PROMPT
Count the lines below containing "addColorStop". Number only.

DATA PROVIDED
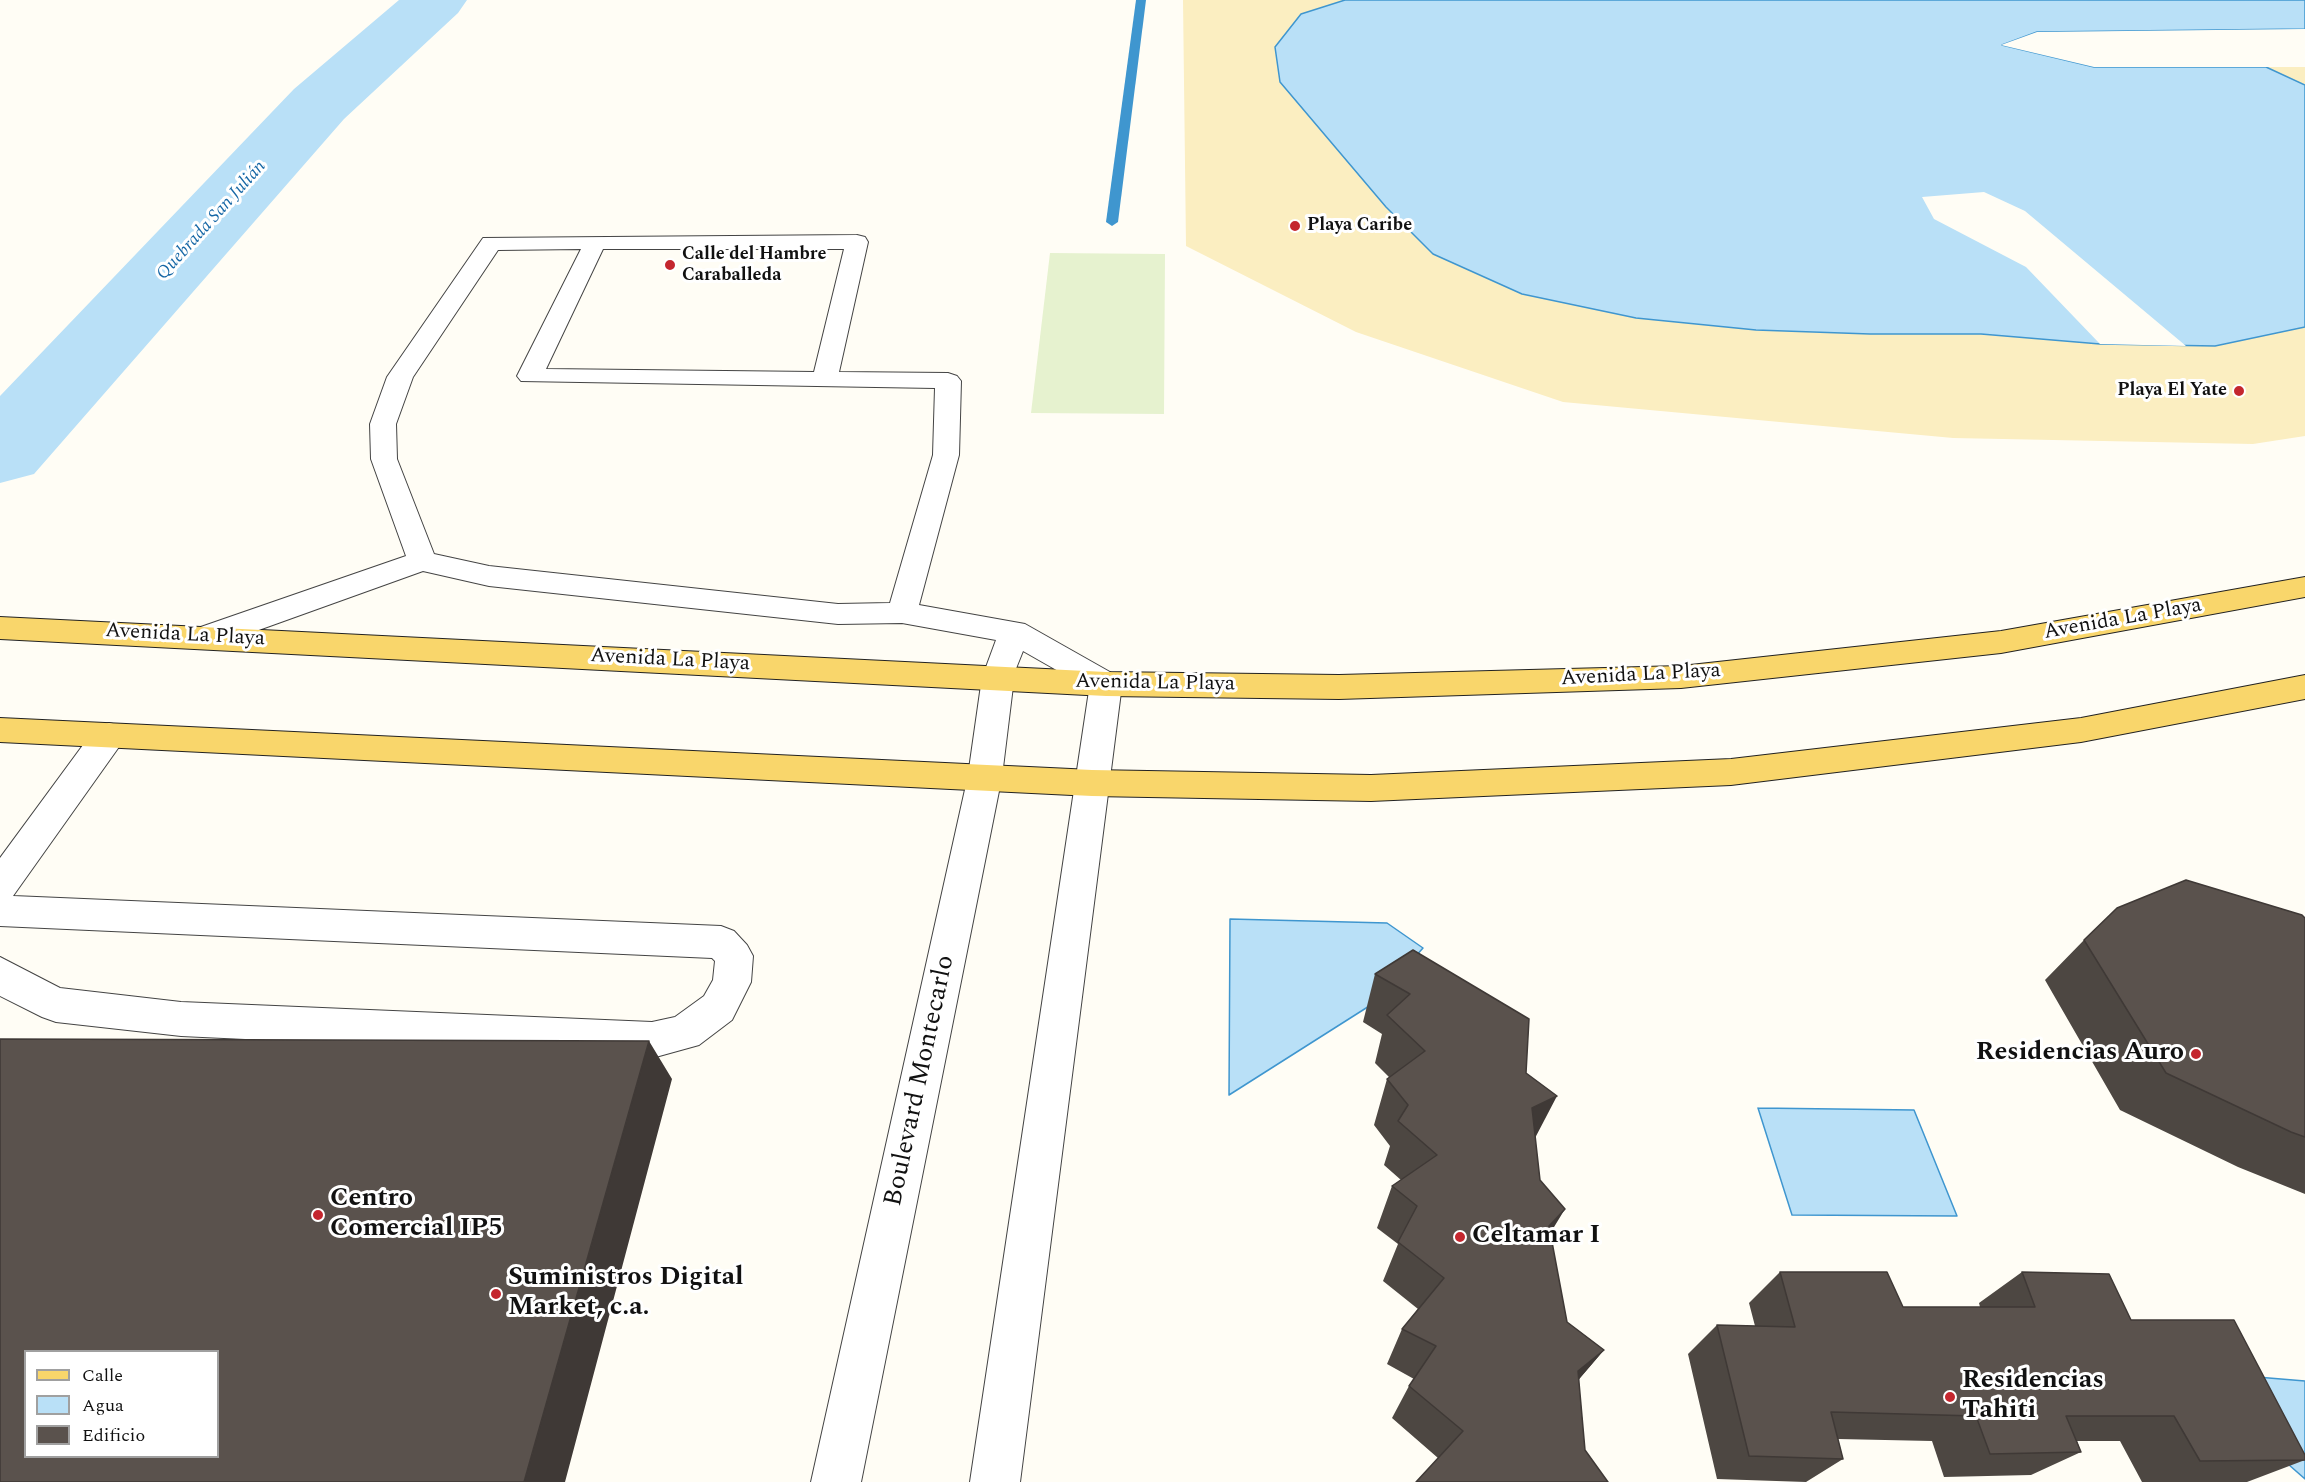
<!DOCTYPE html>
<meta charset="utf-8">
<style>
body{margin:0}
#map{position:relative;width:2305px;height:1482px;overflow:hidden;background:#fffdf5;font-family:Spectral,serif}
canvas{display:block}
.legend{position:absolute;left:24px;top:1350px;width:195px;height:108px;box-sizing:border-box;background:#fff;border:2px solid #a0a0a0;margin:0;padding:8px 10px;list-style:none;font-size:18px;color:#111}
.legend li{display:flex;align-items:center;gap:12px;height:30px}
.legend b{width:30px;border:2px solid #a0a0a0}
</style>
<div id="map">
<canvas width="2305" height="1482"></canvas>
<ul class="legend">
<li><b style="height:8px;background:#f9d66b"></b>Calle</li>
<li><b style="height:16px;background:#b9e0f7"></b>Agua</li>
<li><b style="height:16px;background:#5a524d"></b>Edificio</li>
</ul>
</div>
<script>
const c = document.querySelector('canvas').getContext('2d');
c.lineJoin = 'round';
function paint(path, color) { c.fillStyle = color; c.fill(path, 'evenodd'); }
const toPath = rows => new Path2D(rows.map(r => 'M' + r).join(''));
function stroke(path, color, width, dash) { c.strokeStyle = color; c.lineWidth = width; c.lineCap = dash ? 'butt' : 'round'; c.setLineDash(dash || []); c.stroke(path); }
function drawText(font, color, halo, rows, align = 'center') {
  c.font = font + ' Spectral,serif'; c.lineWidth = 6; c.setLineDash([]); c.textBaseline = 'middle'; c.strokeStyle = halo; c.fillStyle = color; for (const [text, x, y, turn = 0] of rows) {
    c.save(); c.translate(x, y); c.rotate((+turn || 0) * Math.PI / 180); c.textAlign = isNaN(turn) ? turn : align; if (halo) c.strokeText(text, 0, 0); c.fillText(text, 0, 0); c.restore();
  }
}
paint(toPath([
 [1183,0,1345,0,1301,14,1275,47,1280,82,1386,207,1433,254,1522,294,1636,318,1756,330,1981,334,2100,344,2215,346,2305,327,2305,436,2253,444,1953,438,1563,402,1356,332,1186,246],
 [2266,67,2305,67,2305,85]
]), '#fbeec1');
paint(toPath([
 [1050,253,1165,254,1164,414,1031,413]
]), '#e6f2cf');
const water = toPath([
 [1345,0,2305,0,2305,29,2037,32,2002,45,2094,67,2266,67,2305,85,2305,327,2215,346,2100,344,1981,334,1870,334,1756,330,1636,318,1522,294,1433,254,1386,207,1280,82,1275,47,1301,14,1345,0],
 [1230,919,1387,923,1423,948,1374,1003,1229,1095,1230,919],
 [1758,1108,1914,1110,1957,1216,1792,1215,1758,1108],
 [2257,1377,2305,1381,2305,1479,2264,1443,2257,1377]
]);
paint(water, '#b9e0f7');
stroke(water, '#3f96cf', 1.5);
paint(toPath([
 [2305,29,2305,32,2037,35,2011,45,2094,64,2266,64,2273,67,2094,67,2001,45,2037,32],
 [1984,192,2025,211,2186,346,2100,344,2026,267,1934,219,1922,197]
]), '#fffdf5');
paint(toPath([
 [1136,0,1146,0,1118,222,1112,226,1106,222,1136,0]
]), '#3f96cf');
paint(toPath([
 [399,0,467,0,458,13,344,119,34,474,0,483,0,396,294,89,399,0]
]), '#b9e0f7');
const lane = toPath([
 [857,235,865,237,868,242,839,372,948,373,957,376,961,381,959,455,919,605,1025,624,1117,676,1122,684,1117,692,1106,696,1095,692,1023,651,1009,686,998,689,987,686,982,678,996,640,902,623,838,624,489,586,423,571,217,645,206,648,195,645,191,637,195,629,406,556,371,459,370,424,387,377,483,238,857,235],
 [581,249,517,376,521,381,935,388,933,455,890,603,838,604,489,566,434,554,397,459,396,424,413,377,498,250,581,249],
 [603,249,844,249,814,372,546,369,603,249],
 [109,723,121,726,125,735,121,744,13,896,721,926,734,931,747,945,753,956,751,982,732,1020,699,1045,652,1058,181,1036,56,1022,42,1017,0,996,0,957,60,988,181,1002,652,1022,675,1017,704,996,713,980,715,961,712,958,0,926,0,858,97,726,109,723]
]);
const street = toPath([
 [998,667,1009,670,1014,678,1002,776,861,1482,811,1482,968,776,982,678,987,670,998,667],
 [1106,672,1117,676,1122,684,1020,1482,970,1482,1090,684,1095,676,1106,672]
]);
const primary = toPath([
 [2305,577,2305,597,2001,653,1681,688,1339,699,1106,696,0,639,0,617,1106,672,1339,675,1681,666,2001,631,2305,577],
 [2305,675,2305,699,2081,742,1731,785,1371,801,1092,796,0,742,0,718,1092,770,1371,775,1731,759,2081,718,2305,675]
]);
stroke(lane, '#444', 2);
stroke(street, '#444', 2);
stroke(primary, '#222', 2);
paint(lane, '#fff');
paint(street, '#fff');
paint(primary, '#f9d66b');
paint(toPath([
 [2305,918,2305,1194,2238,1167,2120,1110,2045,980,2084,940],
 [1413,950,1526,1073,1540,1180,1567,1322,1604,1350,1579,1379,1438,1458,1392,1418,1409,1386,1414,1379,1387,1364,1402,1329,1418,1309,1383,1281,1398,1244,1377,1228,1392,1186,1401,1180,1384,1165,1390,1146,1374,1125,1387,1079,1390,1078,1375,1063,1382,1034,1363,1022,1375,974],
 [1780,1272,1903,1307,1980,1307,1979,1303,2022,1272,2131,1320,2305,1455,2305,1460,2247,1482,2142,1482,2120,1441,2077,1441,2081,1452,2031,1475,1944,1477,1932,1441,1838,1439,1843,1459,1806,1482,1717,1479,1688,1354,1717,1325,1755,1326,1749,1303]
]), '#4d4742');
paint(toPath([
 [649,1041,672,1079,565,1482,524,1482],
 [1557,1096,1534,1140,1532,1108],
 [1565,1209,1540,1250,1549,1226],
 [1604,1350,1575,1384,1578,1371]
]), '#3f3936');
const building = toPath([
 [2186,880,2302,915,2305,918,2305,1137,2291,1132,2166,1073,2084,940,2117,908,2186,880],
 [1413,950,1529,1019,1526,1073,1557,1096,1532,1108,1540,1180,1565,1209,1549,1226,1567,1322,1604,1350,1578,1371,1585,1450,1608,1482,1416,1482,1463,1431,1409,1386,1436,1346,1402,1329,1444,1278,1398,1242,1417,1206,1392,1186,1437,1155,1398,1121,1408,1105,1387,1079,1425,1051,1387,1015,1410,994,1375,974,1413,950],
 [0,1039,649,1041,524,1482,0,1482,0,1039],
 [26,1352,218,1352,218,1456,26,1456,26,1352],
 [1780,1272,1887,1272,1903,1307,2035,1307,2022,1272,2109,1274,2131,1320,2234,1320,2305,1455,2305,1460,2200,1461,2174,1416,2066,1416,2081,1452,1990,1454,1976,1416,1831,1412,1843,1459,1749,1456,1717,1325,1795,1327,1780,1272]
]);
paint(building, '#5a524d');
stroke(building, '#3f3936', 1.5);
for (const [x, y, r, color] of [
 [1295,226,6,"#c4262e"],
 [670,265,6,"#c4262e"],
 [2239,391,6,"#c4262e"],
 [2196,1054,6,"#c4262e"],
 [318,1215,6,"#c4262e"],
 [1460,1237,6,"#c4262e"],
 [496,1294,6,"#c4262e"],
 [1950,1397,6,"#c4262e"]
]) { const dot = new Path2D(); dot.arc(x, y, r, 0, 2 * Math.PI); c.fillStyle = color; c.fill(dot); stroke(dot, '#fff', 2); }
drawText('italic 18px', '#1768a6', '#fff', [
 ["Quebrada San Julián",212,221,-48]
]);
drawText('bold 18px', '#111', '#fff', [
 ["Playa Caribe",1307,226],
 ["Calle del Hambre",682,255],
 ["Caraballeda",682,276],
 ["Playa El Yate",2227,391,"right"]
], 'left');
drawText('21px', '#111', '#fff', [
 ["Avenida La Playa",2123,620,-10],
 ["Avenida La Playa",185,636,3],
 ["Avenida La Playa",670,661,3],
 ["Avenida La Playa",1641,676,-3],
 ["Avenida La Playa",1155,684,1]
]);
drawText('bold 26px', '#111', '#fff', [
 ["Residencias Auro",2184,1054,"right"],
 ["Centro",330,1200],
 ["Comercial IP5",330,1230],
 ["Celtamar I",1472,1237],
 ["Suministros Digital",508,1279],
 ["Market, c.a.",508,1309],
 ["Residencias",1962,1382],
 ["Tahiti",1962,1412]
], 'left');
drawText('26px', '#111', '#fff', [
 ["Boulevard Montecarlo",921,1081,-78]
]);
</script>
--
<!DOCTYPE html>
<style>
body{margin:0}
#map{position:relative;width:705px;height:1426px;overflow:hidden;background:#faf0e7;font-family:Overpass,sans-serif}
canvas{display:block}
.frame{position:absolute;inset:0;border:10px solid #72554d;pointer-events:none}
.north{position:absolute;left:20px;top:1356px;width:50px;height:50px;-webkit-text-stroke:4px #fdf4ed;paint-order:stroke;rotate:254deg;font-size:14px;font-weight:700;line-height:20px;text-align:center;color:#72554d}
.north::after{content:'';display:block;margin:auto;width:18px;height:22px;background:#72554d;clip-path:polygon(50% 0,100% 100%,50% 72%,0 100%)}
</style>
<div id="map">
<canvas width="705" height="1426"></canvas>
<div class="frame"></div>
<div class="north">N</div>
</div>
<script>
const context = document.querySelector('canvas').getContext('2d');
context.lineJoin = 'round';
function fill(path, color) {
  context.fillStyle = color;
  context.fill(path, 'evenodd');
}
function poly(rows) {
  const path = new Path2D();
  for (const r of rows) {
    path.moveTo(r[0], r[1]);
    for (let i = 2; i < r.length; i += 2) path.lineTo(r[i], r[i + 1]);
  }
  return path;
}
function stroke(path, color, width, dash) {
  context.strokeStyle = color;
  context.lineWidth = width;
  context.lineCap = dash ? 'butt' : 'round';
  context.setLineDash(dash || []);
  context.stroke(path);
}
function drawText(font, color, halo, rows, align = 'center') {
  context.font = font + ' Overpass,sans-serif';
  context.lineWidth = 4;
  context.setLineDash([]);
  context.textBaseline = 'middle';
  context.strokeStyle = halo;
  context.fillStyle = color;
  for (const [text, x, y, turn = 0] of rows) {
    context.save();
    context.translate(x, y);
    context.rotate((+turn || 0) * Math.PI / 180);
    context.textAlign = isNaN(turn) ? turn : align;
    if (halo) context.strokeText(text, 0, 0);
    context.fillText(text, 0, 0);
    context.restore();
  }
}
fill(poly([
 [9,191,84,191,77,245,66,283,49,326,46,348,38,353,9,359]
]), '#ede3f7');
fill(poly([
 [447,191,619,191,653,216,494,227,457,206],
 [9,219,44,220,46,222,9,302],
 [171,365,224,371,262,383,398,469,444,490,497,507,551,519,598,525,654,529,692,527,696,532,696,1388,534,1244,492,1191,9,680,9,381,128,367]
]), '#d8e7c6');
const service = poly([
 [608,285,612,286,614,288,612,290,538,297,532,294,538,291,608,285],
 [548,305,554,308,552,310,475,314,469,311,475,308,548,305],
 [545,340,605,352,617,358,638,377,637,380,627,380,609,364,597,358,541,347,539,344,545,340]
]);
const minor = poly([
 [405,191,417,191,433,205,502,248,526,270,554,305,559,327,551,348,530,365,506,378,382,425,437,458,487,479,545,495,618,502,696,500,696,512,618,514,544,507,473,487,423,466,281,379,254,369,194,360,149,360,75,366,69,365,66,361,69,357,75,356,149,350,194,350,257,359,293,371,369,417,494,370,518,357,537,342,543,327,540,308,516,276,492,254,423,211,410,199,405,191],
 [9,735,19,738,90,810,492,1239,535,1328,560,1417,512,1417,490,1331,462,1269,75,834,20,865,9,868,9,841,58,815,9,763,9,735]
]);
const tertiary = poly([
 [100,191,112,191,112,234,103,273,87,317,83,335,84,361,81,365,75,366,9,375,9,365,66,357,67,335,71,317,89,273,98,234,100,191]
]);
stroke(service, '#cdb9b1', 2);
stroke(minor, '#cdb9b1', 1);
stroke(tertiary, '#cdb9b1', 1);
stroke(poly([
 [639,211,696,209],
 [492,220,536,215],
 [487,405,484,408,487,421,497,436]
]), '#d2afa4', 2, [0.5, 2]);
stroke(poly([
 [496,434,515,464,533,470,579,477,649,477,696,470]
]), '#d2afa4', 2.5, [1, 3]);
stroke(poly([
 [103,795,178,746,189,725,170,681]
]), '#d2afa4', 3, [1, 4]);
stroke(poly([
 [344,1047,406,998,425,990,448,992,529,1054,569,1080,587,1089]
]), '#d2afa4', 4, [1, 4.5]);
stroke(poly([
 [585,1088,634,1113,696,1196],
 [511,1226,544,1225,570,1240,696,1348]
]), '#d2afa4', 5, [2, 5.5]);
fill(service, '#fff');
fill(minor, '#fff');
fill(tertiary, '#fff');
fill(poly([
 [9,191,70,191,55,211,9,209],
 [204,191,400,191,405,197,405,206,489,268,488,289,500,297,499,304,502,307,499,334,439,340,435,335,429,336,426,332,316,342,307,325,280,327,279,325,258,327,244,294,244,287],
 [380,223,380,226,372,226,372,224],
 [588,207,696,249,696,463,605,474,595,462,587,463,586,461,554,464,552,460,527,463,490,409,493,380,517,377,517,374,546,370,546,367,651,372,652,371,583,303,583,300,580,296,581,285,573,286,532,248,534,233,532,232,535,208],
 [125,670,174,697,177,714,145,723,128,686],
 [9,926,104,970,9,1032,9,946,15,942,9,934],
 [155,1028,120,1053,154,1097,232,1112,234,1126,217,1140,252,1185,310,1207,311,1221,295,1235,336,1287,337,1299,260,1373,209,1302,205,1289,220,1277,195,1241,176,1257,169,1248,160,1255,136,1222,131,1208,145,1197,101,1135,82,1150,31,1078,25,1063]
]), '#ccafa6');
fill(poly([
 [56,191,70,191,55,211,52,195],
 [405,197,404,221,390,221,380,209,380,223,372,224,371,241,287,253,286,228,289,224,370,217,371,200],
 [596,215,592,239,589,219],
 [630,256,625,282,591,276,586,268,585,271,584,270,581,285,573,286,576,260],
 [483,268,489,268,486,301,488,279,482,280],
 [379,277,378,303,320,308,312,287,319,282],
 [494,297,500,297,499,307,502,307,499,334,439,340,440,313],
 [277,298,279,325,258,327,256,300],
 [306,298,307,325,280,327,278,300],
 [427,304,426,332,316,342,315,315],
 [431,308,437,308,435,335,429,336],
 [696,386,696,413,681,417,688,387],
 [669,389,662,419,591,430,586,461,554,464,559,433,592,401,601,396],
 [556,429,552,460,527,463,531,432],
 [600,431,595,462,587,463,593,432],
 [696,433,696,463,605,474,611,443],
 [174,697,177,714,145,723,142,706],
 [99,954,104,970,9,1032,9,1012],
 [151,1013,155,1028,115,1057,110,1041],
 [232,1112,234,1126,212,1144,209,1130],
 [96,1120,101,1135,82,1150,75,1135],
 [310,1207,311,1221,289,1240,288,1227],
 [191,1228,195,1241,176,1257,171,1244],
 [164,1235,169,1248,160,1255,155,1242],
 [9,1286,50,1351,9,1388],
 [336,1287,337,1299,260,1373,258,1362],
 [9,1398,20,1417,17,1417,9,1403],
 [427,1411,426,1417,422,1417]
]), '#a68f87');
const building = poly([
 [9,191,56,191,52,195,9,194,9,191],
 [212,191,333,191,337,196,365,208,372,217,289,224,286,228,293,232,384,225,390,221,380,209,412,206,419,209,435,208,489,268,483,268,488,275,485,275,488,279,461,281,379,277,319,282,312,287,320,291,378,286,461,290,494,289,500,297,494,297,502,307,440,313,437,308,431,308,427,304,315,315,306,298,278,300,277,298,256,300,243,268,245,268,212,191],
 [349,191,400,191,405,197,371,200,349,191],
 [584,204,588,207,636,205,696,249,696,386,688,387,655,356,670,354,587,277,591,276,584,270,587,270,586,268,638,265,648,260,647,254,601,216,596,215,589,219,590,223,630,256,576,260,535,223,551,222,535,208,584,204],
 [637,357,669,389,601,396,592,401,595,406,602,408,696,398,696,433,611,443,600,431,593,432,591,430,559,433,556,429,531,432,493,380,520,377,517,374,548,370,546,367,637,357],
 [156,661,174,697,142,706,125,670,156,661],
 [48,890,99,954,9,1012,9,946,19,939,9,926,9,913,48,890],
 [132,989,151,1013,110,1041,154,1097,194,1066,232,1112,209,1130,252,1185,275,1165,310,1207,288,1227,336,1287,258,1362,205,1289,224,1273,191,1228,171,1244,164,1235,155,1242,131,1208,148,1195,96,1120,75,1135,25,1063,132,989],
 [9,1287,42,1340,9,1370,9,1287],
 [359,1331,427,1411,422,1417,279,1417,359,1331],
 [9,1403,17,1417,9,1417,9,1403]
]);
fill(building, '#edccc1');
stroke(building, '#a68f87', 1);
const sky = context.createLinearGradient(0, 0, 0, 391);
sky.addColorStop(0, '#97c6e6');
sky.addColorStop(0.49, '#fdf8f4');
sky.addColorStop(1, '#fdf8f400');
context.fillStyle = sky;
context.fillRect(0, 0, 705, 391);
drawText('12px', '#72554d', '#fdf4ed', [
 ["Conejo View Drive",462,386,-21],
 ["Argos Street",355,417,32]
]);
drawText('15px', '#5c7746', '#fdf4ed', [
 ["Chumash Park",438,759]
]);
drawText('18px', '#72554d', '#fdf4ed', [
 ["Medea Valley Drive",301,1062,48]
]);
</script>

EXERCISE RESULT
3